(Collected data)
--- START ---

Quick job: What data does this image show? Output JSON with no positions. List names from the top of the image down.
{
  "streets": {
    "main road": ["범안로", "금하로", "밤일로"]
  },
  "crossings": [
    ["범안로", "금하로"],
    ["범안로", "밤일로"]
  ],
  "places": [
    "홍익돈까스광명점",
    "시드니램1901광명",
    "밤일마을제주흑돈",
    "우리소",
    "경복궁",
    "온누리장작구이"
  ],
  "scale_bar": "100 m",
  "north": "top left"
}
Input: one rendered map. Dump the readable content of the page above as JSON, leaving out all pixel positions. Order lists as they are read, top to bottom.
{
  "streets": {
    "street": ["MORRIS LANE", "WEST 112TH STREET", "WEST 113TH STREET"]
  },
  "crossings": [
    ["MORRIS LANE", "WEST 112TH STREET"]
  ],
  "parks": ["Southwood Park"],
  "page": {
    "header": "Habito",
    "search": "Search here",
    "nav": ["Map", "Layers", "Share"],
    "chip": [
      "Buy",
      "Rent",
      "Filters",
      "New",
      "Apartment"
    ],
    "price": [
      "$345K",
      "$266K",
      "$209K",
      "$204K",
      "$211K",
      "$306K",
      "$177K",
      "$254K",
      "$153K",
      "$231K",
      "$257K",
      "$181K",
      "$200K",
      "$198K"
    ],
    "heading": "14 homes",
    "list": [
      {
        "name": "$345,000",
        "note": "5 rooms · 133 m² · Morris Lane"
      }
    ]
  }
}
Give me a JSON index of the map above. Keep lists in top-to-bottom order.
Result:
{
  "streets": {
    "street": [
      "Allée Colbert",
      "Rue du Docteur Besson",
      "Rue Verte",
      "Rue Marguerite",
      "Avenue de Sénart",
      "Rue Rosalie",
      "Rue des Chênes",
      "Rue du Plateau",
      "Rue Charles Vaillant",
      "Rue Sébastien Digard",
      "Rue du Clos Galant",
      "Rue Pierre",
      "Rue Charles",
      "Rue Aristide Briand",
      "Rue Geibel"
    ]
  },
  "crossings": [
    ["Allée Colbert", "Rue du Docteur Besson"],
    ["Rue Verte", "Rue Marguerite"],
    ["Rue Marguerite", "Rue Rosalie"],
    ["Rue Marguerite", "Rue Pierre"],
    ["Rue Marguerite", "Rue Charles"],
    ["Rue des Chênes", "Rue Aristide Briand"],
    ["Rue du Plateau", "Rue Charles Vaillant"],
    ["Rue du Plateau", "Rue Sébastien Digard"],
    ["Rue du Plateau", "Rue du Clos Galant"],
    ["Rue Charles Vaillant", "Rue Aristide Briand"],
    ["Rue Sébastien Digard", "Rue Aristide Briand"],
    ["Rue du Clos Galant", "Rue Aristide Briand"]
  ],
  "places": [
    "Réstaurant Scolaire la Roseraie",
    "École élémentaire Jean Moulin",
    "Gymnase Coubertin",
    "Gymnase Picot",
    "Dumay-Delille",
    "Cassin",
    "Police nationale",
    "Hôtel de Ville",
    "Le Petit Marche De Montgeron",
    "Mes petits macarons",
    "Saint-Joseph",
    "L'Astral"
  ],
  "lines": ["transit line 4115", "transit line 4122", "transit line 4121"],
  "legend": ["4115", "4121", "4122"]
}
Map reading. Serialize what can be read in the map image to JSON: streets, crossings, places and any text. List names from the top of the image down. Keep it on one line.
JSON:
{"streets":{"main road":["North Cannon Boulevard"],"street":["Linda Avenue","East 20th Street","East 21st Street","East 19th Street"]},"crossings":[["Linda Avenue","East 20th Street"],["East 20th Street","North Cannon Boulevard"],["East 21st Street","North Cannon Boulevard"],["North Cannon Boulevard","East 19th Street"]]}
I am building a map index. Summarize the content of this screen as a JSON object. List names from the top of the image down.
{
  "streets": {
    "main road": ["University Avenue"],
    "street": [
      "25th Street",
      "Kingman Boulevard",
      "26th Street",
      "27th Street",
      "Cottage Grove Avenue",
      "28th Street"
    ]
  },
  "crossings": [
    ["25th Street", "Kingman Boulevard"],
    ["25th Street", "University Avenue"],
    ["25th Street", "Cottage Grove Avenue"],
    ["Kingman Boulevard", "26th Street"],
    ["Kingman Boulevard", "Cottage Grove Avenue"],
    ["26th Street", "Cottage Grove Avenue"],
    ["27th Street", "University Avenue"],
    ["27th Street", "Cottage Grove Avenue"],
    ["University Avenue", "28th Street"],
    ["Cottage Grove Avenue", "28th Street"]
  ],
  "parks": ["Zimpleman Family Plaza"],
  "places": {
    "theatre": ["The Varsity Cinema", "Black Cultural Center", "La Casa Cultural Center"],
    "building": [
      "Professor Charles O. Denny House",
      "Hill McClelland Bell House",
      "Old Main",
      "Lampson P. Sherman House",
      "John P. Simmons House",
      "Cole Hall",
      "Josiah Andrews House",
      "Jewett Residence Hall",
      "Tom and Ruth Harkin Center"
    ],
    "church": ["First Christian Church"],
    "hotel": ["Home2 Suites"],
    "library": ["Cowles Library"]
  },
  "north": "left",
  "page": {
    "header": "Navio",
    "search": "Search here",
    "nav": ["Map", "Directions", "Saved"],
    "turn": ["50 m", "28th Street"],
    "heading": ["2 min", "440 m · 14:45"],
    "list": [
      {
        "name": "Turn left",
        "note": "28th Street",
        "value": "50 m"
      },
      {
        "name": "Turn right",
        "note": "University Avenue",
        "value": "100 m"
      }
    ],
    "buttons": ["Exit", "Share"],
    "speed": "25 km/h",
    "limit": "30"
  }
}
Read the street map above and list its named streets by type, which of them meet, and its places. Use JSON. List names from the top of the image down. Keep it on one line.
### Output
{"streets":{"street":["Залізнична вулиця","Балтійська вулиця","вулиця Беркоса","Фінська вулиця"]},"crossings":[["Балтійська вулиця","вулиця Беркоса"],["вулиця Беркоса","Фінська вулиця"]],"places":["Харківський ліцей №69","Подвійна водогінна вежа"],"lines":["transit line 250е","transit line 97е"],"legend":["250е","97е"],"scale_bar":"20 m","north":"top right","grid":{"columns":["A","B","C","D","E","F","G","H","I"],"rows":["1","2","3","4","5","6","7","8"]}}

--- END ---

● Activity: Your task is to transcribe each record faithfully and in full.

● Worked solution:
Quick job: What data does this image show? Output JSON with no positions. List names from the top of the image down.
{
  "streets": {
    "main road": ["범안로", "금하로", "밤일로"]
  },
  "crossings": [
    ["범안로", "금하로"],
    ["범안로", "밤일로"]
  ],
  "places": [
    "홍익돈까스광명점",
    "시드니램1901광명",
    "밤일마을제주흑돈",
    "우리소",
    "경복궁",
    "온누리장작구이"
  ],
  "scale_bar": "100 m",
  "north": "top left"
}
Input: one rendered map. Dump the readable content of the page above as JSON, leaving out all pixel positions. Order lists as they are read, top to bottom.
{
  "streets": {
    "street": ["MORRIS LANE", "WEST 112TH STREET", "WEST 113TH STREET"]
  },
  "crossings": [
    ["MORRIS LANE", "WEST 112TH STREET"]
  ],
  "parks": ["Southwood Park"],
  "page": {
    "header": "Habito",
    "search": "Search here",
    "nav": ["Map", "Layers", "Share"],
    "chip": [
      "Buy",
      "Rent",
      "Filters",
      "New",
      "Apartment"
    ],
    "price": [
      "$345K",
      "$266K",
      "$209K",
      "$204K",
      "$211K",
      "$306K",
      "$177K",
      "$254K",
      "$153K",
      "$231K",
      "$257K",
      "$181K",
      "$200K",
      "$198K"
    ],
    "heading": "14 homes",
    "list": [
      {
        "name": "$345,000",
        "note": "5 rooms · 133 m² · Morris Lane"
      }
    ]
  }
}
Give me a JSON index of the map above. Keep lists in top-to-bottom order.
Result:
{
  "streets": {
    "street": [
      "Allée Colbert",
      "Rue du Docteur Besson",
      "Rue Verte",
      "Rue Marguerite",
      "Avenue de Sénart",
      "Rue Rosalie",
      "Rue des Chênes",
      "Rue du Plateau",
      "Rue Charles Vaillant",
      "Rue Sébastien Digard",
      "Rue du Clos Galant",
      "Rue Pierre",
      "Rue Charles",
      "Rue Aristide Briand",
      "Rue Geibel"
    ]
  },
  "crossings": [
    ["Allée Colbert", "Rue du Docteur Besson"],
    ["Rue Verte", "Rue Marguerite"],
    ["Rue Marguerite", "Rue Rosalie"],
    ["Rue Marguerite", "Rue Pierre"],
    ["Rue Marguerite", "Rue Charles"],
    ["Rue des Chênes", "Rue Aristide Briand"],
    ["Rue du Plateau", "Rue Charles Vaillant"],
    ["Rue du Plateau", "Rue Sébastien Digard"],
    ["Rue du Plateau", "Rue du Clos Galant"],
    ["Rue Charles Vaillant", "Rue Aristide Briand"],
    ["Rue Sébastien Digard", "Rue Aristide Briand"],
    ["Rue du Clos Galant", "Rue Aristide Briand"]
  ],
  "places": [
    "Réstaurant Scolaire la Roseraie",
    "École élémentaire Jean Moulin",
    "Gymnase Coubertin",
    "Gymnase Picot",
    "Dumay-Delille",
    "Cassin",
    "Police nationale",
    "Hôtel de Ville",
    "Le Petit Marche De Montgeron",
    "Mes petits macarons",
    "Saint-Joseph",
    "L'Astral"
  ],
  "lines": ["transit line 4115", "transit line 4122", "transit line 4121"],
  "legend": ["4115", "4121", "4122"]
}
Map reading. Serialize what can be read in the map image to JSON: streets, crossings, places and any text. List names from the top of the image down. Keep it on one line.
JSON:
{"streets":{"main road":["North Cannon Boulevard"],"street":["Linda Avenue","East 20th Street","East 21st Street","East 19th Street"]},"crossings":[["Linda Avenue","East 20th Street"],["East 20th Street","North Cannon Boulevard"],["East 21st Street","North Cannon Boulevard"],["North Cannon Boulevard","East 19th Street"]]}
I am building a map index. Summarize the content of this screen as a JSON object. List names from the top of the image down.
{
  "streets": {
    "main road": ["University Avenue"],
    "street": [
      "25th Street",
      "Kingman Boulevard",
      "26th Street",
      "27th Street",
      "Cottage Grove Avenue",
      "28th Street"
    ]
  },
  "crossings": [
    ["25th Street", "Kingman Boulevard"],
    ["25th Street", "University Avenue"],
    ["25th Street", "Cottage Grove Avenue"],
    ["Kingman Boulevard", "26th Street"],
    ["Kingman Boulevard", "Cottage Grove Avenue"],
    ["26th Street", "Cottage Grove Avenue"],
    ["27th Street", "University Avenue"],
    ["27th Street", "Cottage Grove Avenue"],
    ["University Avenue", "28th Street"],
    ["Cottage Grove Avenue", "28th Street"]
  ],
  "parks": ["Zimpleman Family Plaza"],
  "places": {
    "theatre": ["The Varsity Cinema", "Black Cultural Center", "La Casa Cultural Center"],
    "building": [
      "Professor Charles O. Denny House",
      "Hill McClelland Bell House",
      "Old Main",
      "Lampson P. Sherman House",
      "John P. Simmons House",
      "Cole Hall",
      "Josiah Andrews House",
      "Jewett Residence Hall",
      "Tom and Ruth Harkin Center"
    ],
    "church": ["First Christian Church"],
    "hotel": ["Home2 Suites"],
    "library": ["Cowles Library"]
  },
  "north": "left",
  "page": {
    "header": "Navio",
    "search": "Search here",
    "nav": ["Map", "Directions", "Saved"],
    "turn": ["50 m", "28th Street"],
    "heading": ["2 min", "440 m · 14:45"],
    "list": [
      {
        "name": "Turn left",
        "note": "28th Street",
        "value": "50 m"
      },
      {
        "name": "Turn right",
        "note": "University Avenue",
        "value": "100 m"
      }
    ],
    "buttons": ["Exit", "Share"],
    "speed": "25 km/h",
    "limit": "30"
  }
}
Read the street map above and list its named streets by type, which of them meet, and its places. Use JSON. List names from the top of the image down. Keep it on one line.
### Output
{"streets":{"street":["Залізнична вулиця","Балтійська вулиця","вулиця Беркоса","Фінська вулиця"]},"crossings":[["Балтійська вулиця","вулиця Беркоса"],["вулиця Беркоса","Фінська вулиця"]],"places":["Харківський ліцей №69","Подвійна водогінна вежа"],"lines":["transit line 250е","transit line 97е"],"legend":["250е","97е"],"scale_bar":"20 m","north":"top right","grid":{"columns":["A","B","C","D","E","F","G","H","I"],"rows":["1","2","3","4","5","6","7","8"]}}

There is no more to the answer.